In the data below, give the number of lines that contain the word "stream". Nothing else is needed.

### Records
========
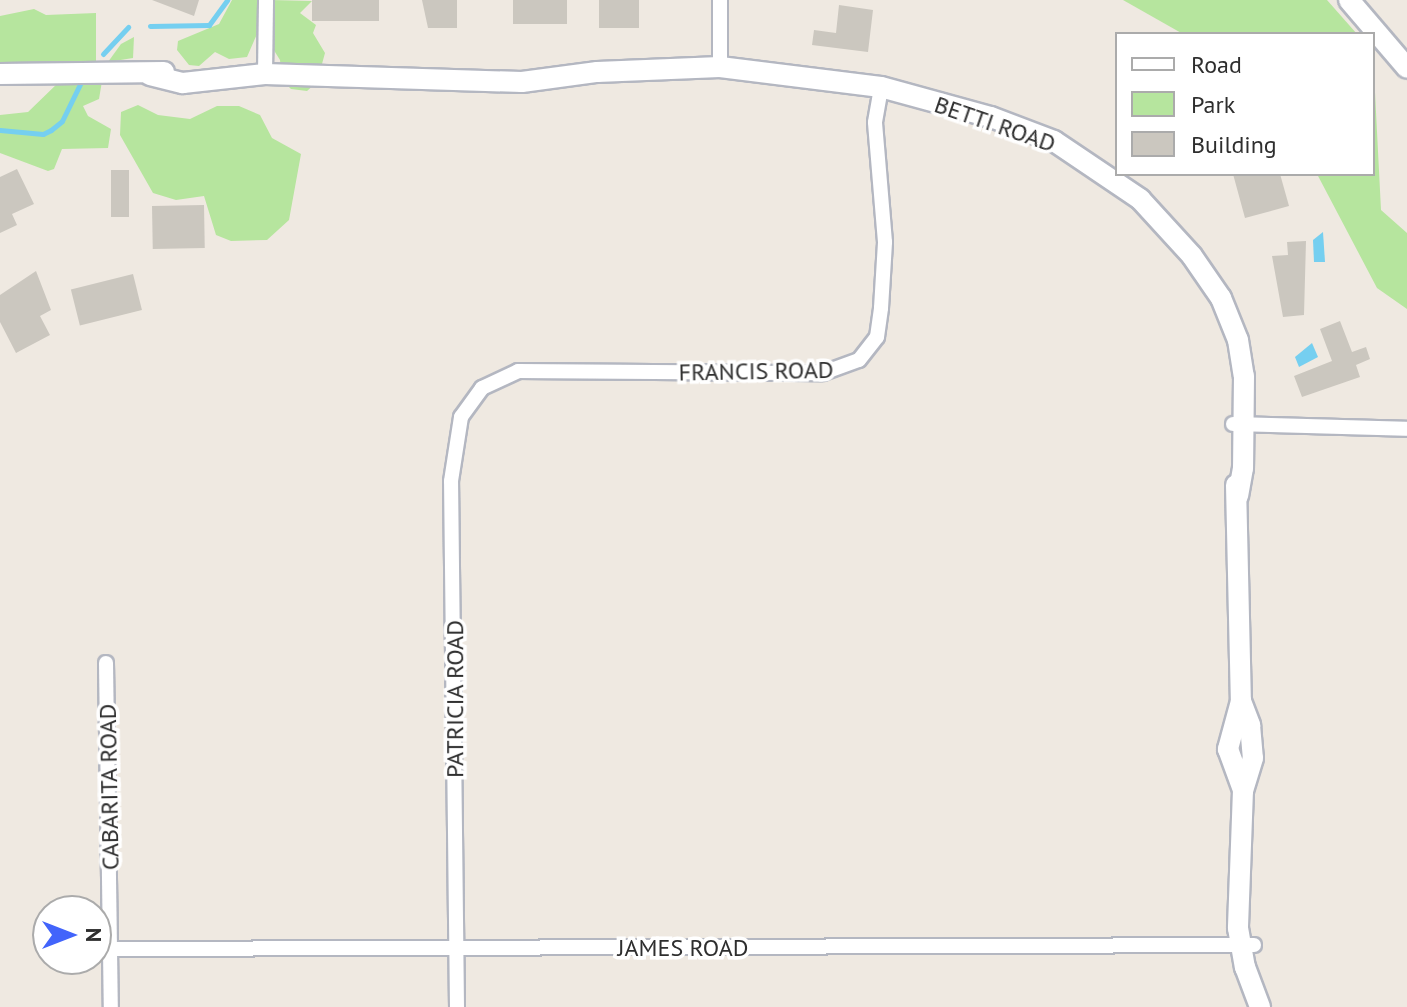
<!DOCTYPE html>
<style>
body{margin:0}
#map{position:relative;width:1407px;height:1007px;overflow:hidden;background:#efe9e1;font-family:"PT Sans",sans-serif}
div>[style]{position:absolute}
.green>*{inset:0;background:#b6e59e}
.water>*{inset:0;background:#75cff0}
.stream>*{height:5px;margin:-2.5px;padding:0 2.5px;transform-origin:2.5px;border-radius:2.5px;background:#75cff0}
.building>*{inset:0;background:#cbc7bf;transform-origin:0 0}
.roads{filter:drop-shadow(2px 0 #b4b7c1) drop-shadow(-2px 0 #b4b7c1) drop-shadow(0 2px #b4b7c1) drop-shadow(0 -2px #b4b7c1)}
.street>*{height:14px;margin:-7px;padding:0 7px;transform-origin:7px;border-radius:7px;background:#fff}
.secondary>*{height:20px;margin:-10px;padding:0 10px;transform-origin:10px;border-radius:10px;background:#fff}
span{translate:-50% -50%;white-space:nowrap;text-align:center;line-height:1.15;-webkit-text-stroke:7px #fff;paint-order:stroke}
.street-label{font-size:24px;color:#2e2e2e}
.legend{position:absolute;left:1115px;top:32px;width:260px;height:144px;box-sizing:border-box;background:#fff;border:2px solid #ababab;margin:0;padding:10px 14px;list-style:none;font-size:24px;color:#2e2e2e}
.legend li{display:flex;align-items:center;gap:16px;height:40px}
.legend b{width:40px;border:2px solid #ababab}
.north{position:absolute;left:32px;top:895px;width:80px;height:80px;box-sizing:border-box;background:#fff;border:2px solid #ababab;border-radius:50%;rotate:90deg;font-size:22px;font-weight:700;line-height:32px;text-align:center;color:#2e2e2e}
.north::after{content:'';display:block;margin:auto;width:28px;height:36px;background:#4264fb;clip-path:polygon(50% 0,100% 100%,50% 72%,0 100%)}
</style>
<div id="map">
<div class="green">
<div style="clip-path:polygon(232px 0,260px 0,257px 34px,247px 57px,229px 59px,215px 52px,199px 66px,189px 65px,177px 50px,178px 41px,219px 24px)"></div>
<div style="clip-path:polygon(270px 0,312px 1px,300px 13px,316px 25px,313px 33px,325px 53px,317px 82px,307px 91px,291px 89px,282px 80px,280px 60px,270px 44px)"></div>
<div style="clip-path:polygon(1123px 0,1327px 0,1357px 34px,1183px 34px)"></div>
<div style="clip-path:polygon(34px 9px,46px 15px,96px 13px,96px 61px,85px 62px,81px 68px,0 66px,0 16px)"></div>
<div style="clip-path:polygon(134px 37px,133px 58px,108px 62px,121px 44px)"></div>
<div style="clip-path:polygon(1373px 53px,1381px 210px,1407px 233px,1407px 309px,1377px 288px,1317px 174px,1373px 174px)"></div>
<div style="clip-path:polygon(102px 81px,99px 99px,83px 106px,88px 116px,111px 129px,108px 148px,62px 149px,54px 169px,48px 171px,0 153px,0 115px,28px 112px,59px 82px)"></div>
<div style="clip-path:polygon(138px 105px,158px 115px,190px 119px,217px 106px,239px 106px,260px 115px,272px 138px,301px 154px,289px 220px,267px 240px,231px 241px,216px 235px,204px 196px,176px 200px,153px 193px,120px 135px,121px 112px)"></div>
</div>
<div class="water">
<div style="clip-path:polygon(1323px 232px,1325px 262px,1314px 262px,1313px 240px)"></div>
<div style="clip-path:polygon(1312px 343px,1318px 357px,1299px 367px,1295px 357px)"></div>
</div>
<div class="stream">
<div style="left:150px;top:26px;width:59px;rotate:-1deg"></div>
<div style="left:209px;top:25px;width:31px;rotate:-54deg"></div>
<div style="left:103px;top:54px;width:37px;rotate:-47deg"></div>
<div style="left:0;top:130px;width:43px;rotate:5.3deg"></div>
<div style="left:43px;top:134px;width:9px;rotate:-27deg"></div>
<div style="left:51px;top:130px;width:14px;rotate:-39deg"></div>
<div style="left:62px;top:121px;width:43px;rotate:-64deg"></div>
</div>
<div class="building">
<div style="clip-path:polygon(152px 0,199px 0,194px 16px)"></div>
<div style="left:312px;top:0;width:67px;height:21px"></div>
<div style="clip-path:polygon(422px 0,457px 0,457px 28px,428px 28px)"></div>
<div style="left:513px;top:0;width:54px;height:24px"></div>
<div style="left:599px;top:0;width:40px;height:28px"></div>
<div style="clip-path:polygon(839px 5px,873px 10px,868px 52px,812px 45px,814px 30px,836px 33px)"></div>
<div style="clip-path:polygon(17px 169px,34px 204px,12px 214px,17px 225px,0 233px,0 177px)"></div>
<div style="left:111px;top:170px;width:18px;height:47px"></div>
<div style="clip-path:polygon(1233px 174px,1280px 174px,1289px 206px,1245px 218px)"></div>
<div style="left:204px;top:205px;width:43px;height:52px;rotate:89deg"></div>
<div style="clip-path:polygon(1306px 241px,1304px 315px,1283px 317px,1272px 256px,1288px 255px,1287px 242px)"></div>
<div style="clip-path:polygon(36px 271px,51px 310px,40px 316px,50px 335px,16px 353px,0 322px,0 295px)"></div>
<div style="left:133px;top:274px;width:37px;height:64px;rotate:76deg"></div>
<div style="clip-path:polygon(1340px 321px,1352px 352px,1366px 347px,1370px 359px,1356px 365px,1360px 377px,1302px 397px,1294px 376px,1332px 361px,1320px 329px)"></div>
</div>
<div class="roads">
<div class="street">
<div style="left:720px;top:67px;width:67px;rotate:-90deg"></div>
<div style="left:265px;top:74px;width:74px;rotate:-89.2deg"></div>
<div style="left:1233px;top:424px;width:174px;rotate:1.6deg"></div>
<div style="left:106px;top:663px;width:344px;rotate:89.2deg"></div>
<div style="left:112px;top:949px;width:1142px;rotate:-0.2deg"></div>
<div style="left:457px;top:1007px;width:526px;rotate:-90.65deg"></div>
<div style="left:451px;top:481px;width:65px;rotate:-81.1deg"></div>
<div style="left:461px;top:417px;width:36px;rotate:-54deg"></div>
<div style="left:482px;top:388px;width:40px;rotate:-25deg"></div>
<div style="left:518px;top:371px;width:305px;rotate:0.4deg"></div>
<div style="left:823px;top:373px;width:38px;rotate:-20deg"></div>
<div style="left:859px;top:360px;width:29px;rotate:-52deg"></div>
<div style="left:877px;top:337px;width:29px;rotate:-82deg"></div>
<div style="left:881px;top:308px;width:66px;rotate:-86.5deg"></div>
<div style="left:885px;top:242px;width:120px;rotate:-94.8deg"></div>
<div style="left:875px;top:122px;width:36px;rotate:-80deg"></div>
</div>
<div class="secondary">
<div style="left:1349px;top:0;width:89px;rotate:49.5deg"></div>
<div style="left:0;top:74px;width:164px;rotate:-0.7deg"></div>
<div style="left:150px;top:75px;width:34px;rotate:14deg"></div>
<div style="left:183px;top:83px;width:82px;rotate:-6.3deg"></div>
<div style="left:265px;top:74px;width:257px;rotate:1.8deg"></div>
<div style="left:522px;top:82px;width:76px;rotate:-7.6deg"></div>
<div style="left:597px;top:72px;width:123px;rotate:-2.3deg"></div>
<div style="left:720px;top:67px;width:162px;rotate:7.1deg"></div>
<div style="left:881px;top:87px;width:114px;rotate:15.3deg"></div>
<div style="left:991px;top:117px;width:67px;rotate:20.9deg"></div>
<div style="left:1054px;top:141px;width:104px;rotate:34deg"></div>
<div style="left:1140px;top:199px;width:77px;rotate:47.6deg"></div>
<div style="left:1192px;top:256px;width:51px;rotate:55.4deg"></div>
<div style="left:1221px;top:298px;width:45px;rotate:68deg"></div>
<div style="left:1238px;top:340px;width:36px;rotate:81deg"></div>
<div style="left:1244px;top:376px;width:92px;rotate:90.6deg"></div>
<div style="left:1243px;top:468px;width:28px;rotate:100deg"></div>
<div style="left:1236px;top:485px;width:216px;rotate:88.7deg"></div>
<div style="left:1241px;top:701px;width:50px;rotate:105.2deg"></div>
<div style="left:1228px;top:749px;width:44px;rotate:69.9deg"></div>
<div style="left:1241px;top:701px;width:26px;rotate:69deg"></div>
<div style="left:1250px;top:725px;width:33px;rotate:85deg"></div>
<div style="left:1253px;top:758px;width:34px;rotate:107deg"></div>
<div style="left:1243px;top:790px;width:138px;rotate:92.1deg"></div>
<div style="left:1238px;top:928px;width:40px;rotate:80deg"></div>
<div style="left:1245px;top:967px;width:43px;rotate:69.4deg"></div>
</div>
</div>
<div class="street-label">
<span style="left:995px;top:124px;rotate:19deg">BETTI ROAD</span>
<span style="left:756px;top:371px;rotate:-1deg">FRANCIS ROAD</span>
<span style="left:455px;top:699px;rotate:-90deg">PATRICIA ROAD</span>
<span style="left:109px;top:787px;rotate:-91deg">CABARITA ROAD</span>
<span style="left:683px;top:948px">JAMES ROAD</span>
</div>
<ul class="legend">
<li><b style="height:10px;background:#fff"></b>Road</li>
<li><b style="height:22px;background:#b6e59e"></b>Park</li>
<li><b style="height:22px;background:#cbc7bf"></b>Building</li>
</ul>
<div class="north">N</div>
</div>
========
### Answer to this exercise
2